Congrats! 🎉🎉 You secretly just acted out a Markov Model in the above Thinking Break 😏. Nice! But seriously…think about it. We used the current state (current key) to determine our next state. Further our next state could only be a key that follows the current key. Sounds cool, but it gets even cooler! Let’s diagram a Markov Model for our starter sentence.

Yikes 🙃 How does the above diagram represent what we just did? Look closely, each oval with a word inside it represents a key with the arrows pointing to potential keys that can follow it! But wait it gets even cooler:

Markov Model for the Starter Sentence with Probability

Yep! Each arrow has a probability that it will be selected to be the path that the current state will follow to the next state.

Full Gif of the Starter Sentence being Created Using A Markov Model.

Awesome! In summary, we now understand and have illustrated a Markov Model by using the Dr. Seuss starter sentence. As a fun fact, the data you use to create your model is often referred to as a corpus 👻

5. Full Example Summary | You made it! Congrats again 🏅 at this point you likely can describe what a Markov Model is and even possibly teach someone else how they work using this same basic example! You my friend are going places 🚀. But guess what! This was just the beginning of your fuller understanding of Markov Models in the following sections we will continue to grow and expand your understanding :) Remember distributions? Well we are going to use them in the next example to show how to use weighted distributions to potentially create a more accurate model; Further, we will talk about bigger windows 😲 (bigger is better, right? 🙄); and lastly we will implement a nifty Markov Model in Python 🐍. So buckle up and enjoy the ride 🔥🎢

Further Markov Model Topics 😼

**Disclaimer** 🦊 I am going to be following the same process as above for creating the Markov Model, but I am going to omit some steps. If something appears confusing refer back to the first section 🔥

1. Larger Example | Keeping in the spirit of Dr. Seuss quotes I went ahead and found four quotes that Theodor Seuss Geisel has immortalized:

“Today you are you. That is truer than true. There is no one alive who is you-er than you.”
“You have brains in your head.

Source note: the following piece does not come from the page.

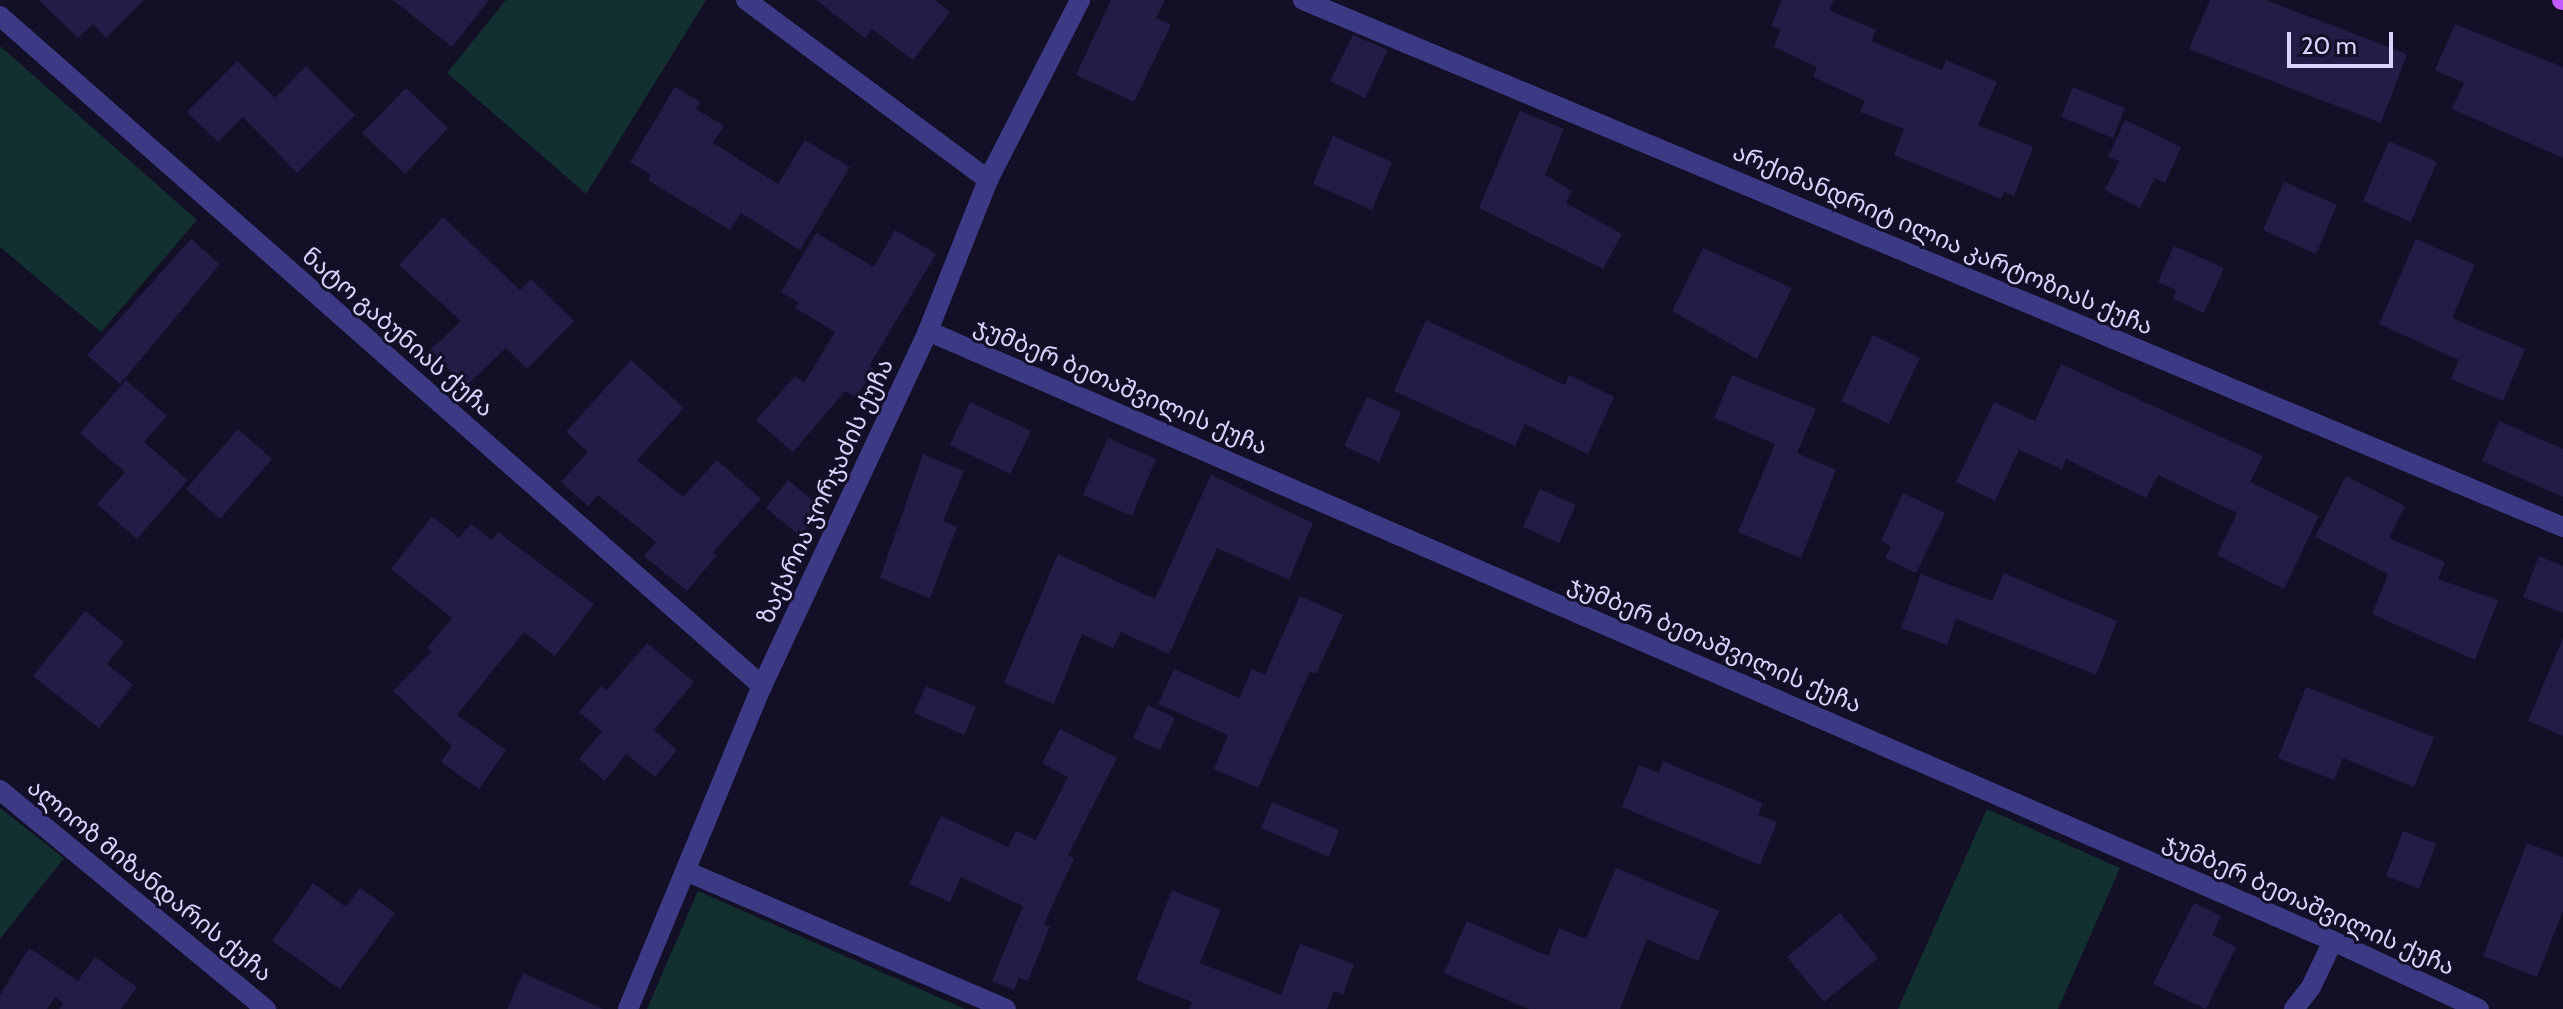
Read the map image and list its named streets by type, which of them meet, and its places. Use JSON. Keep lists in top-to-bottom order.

You have feet in your shoes. You can steer yourself any direction you choose. You’re on your own.”
“The more that you read, the more things you will know. The more that you learn, the more places you’ll go.”
“Think left and think right and think low and think high. Oh, the thinks you can think up if only you try.”
-Dr. Seuss 🎩

The biggest difference between the original starter sentence and our new sentence is the fact that some keys follow different keys a variable amount of times. For example “more” follows “the” four times. So what will this additional complexity do to our Markov Model construction? 🤔 Well overall it can improve our logical outcome for our sentences. What I mean by that is: There are certain words in the english language (or any language for that matter 🇷🇴) that come up wayyyy more often than others. For example the word “a” comes up significantly more in day to day conversation than “wizard” 🎩. Just how the world works 🌎 With that in mind, knowing how often in comparison one key shows up vs a different key is critical to seeming more realistic 😊 This is known as taking the weighted distribution into account when deciding what the next step should be in the Markov Model.

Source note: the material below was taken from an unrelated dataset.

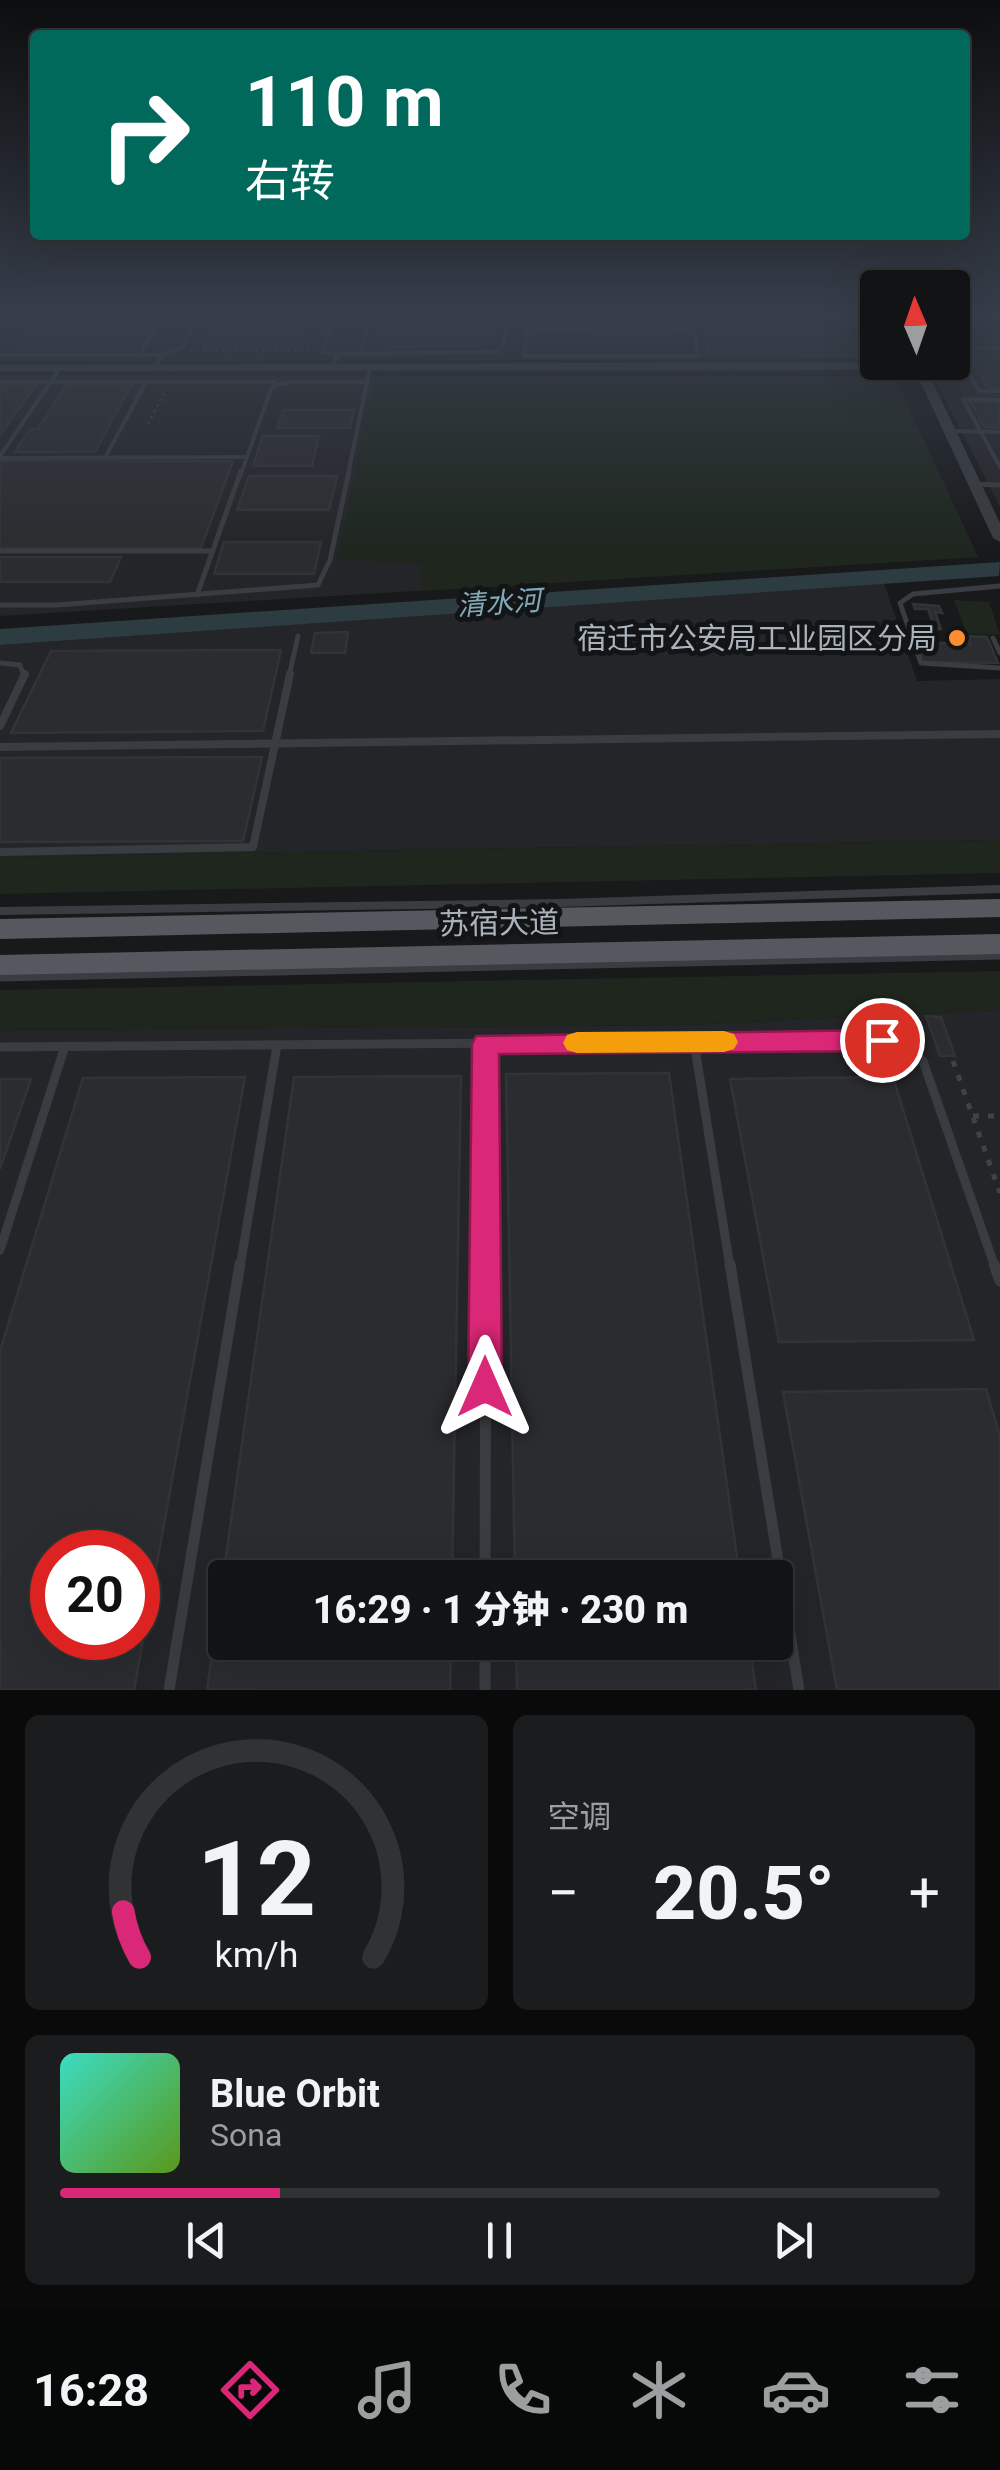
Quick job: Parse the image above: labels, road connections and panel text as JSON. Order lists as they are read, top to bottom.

One way to programmatically 💻 represent this would be for each key that follows a window you store the keys and the amount of occurrences of that key! This can be done via having a dictionary and the dictionary key would represent the current window and then have the value of that dictionary key be another dictionary that store the unique tokens that follow as keys and their values would be the amount of occurrences…Does this remind you of something we already talked about 📊? Histograms! Exactly! The inner dictionary is severing as a histogram - it is soley keeping track of keys and their occurrences! Wow, ok so many keys 🔑 were brought up and dictionaries too if you are curious about the code you should certainly check it out below👇 But otherwise, just recognize that in order to create a more advanced model we need to track what keys proceed other keys and the amount of occurrences of these keys.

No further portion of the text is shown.